Extracted data entries:
###
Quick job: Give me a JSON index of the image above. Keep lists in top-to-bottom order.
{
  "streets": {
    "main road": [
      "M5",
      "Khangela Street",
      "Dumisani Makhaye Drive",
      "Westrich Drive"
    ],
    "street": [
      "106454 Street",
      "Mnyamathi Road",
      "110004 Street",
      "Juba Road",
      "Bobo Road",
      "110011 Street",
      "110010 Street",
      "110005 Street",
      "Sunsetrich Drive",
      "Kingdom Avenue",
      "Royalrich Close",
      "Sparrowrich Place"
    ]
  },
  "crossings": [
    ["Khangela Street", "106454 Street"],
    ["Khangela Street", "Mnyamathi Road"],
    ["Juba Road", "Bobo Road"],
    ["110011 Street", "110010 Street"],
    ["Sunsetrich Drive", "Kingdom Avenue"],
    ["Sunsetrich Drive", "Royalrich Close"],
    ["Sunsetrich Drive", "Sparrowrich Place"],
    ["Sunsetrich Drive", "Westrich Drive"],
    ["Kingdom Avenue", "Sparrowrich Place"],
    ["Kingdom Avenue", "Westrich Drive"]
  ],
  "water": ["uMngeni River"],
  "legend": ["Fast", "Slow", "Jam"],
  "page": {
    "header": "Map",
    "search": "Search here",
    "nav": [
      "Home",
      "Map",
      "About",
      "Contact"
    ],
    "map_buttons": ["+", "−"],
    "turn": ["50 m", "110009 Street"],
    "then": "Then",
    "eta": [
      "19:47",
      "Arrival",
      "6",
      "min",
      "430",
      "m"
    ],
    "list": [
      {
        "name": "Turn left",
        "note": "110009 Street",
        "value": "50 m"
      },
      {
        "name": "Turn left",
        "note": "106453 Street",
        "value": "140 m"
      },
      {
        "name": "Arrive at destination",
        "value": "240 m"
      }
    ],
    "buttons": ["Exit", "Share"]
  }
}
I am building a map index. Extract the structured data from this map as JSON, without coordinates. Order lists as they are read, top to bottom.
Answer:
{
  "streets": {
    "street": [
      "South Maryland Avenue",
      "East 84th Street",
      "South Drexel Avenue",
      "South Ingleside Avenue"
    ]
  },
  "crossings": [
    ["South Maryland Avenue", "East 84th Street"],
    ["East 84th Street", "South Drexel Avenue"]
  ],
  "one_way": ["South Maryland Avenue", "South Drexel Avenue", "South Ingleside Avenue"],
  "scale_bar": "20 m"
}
###
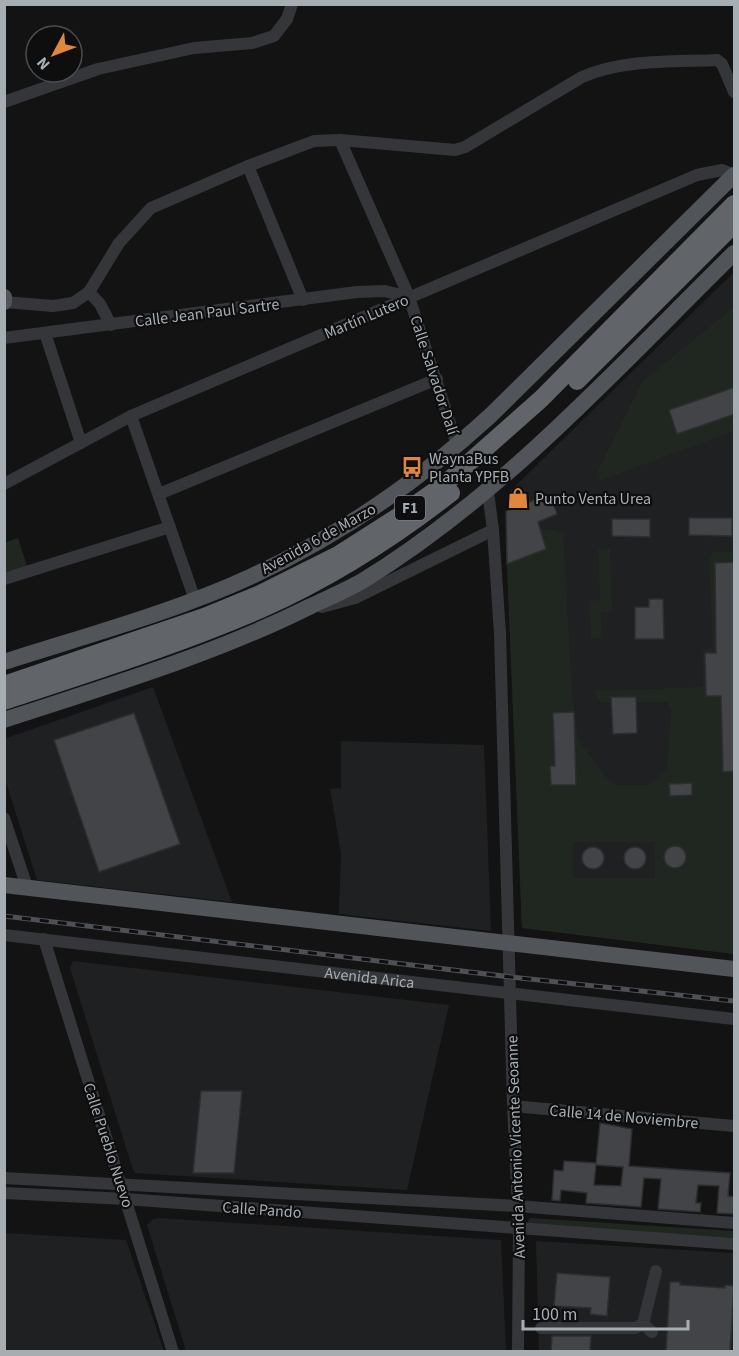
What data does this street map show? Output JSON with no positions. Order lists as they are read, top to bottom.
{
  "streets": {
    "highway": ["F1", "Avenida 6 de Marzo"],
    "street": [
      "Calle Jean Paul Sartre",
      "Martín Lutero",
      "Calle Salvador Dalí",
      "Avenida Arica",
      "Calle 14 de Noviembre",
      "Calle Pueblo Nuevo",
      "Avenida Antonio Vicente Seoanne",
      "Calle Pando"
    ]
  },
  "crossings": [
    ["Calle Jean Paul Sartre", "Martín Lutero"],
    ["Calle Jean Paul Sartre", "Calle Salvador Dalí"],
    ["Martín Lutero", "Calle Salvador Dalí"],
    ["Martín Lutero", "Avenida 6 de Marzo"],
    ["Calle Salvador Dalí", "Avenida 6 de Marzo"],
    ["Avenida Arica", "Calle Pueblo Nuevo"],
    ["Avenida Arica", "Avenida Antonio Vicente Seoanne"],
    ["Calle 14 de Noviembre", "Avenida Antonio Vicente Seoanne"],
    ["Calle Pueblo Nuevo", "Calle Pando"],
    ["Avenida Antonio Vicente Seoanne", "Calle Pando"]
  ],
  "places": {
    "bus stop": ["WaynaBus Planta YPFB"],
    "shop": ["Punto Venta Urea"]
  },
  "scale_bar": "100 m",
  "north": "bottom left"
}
###
▶ GOAL OF THE EXERCISE:
Each line above that includes "Pando" should be shown.

▶ SOLUTION:
      "Calle Pando"
    ["Calle Pueblo Nuevo", "Calle Pando"],
    ["Avenida Antonio Vicente Seoanne", "Calle Pando"]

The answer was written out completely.